§ **PROMPT**: What is the number of lines in the data that contain "text"? Nothing besides that number, please.

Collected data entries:

━━━━

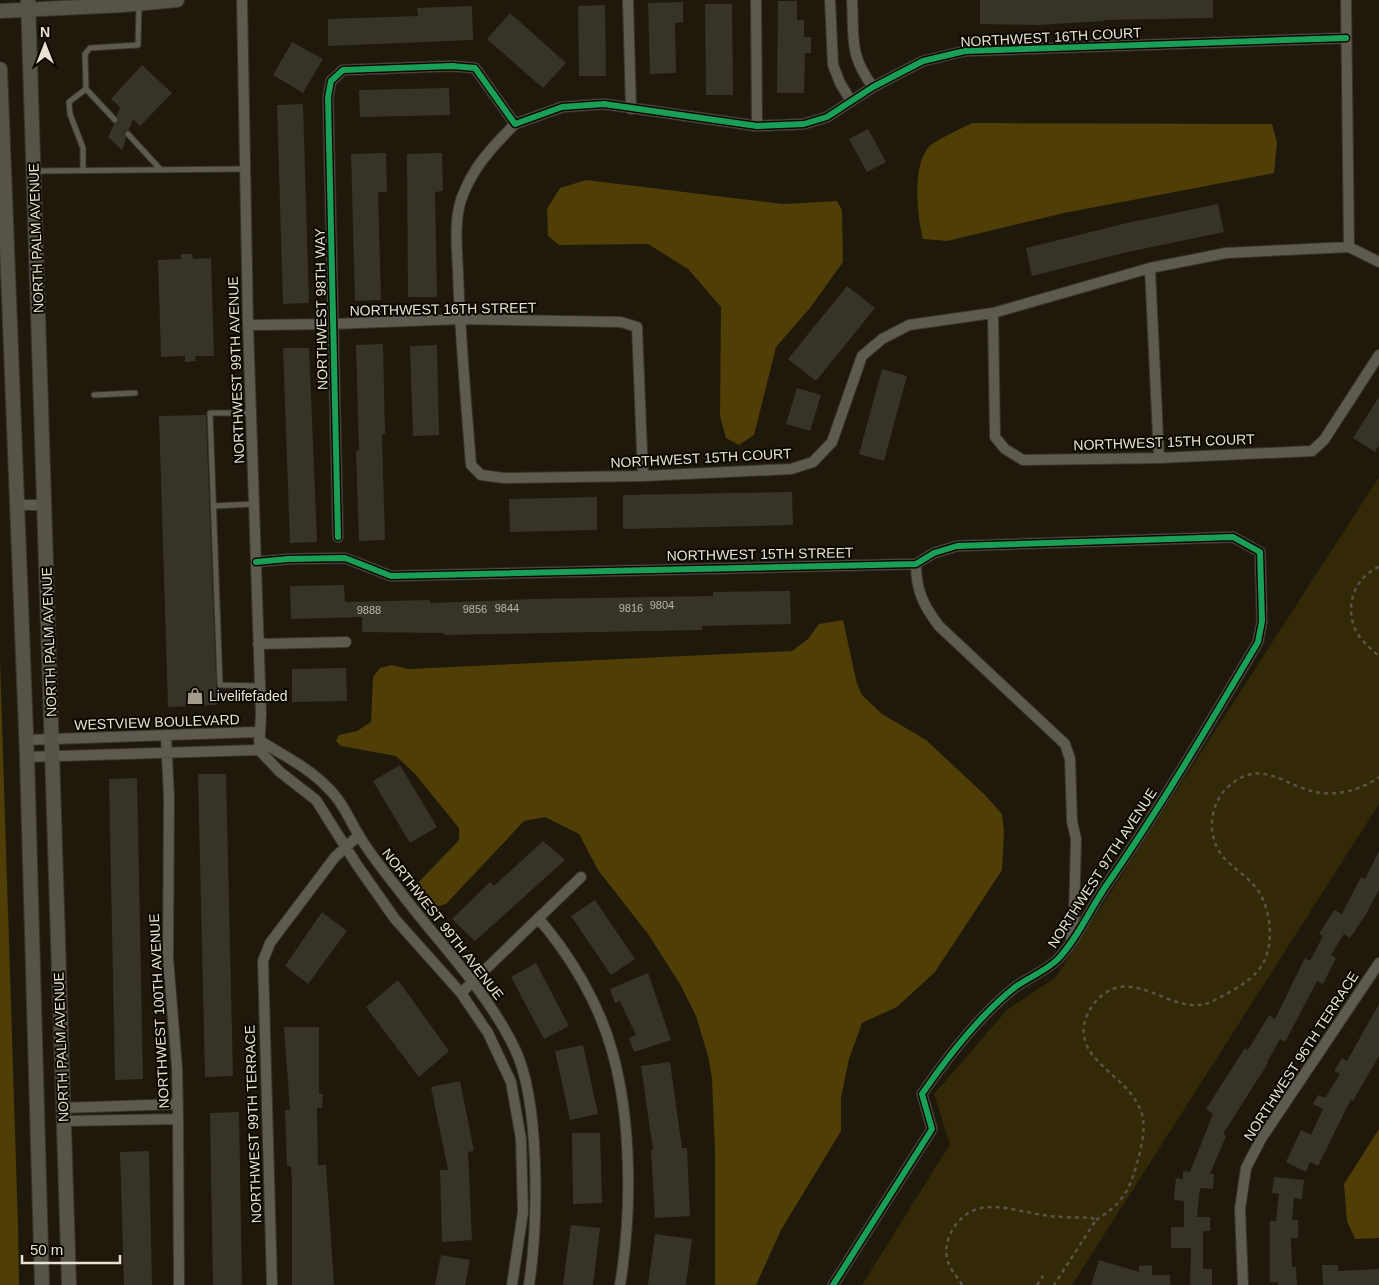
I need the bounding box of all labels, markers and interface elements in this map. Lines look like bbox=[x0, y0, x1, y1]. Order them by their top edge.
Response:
north arrow bbox=[20, 20, 70, 70]
text: N bbox=[40, 24, 50, 40]
street label: NORTHWEST 16TH COURT bbox=[960, 24, 1142, 50]
street label: NORTH PALM AVENUE bbox=[25, 163, 47, 313]
street label: NORTHWEST 98TH WAY bbox=[312, 227, 330, 390]
street label: NORTHWEST 99TH AVENUE bbox=[225, 276, 247, 464]
street label: NORTHWEST 16TH STREET bbox=[349, 299, 537, 319]
street label: NORTHWEST 15TH COURT bbox=[1073, 431, 1255, 453]
street label: NORTHWEST 15TH COURT bbox=[610, 445, 792, 471]
street label: NORTHWEST 15TH STREET bbox=[666, 544, 854, 564]
street label: NORTH PALM AVENUE bbox=[38, 567, 60, 717]
house number: 9804 bbox=[650, 599, 674, 611]
house number: 9844 bbox=[495, 602, 519, 614]
house number: 9816 bbox=[619, 602, 643, 614]
house number: 9856 bbox=[463, 603, 487, 615]
house number: 9888 bbox=[357, 604, 381, 616]
shop icon: Livelifefaded bbox=[185, 686, 205, 706]
place label: Livelifefaded bbox=[209, 688, 288, 704]
street label: WESTVIEW BOULEVARD bbox=[74, 711, 240, 733]
street label: NORTHWEST 97TH AVENUE bbox=[1044, 785, 1160, 951]
street label: NORTHWEST 99TH AVENUE bbox=[379, 845, 507, 1003]
street label: NORTHWEST 100TH AVENUE bbox=[146, 913, 172, 1109]
street label: NORTHWEST 96TH TERRACE bbox=[1240, 968, 1362, 1144]
street label: NORTH PALM AVENUE bbox=[50, 972, 72, 1122]
street label: NORTHWEST 99TH TERRACE bbox=[242, 1025, 264, 1223]
scale bar bbox=[22, 1232, 120, 1264]
text: 50 m bbox=[30, 1241, 63, 1258]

━━━━

§ **ANSWER SPACE**: 2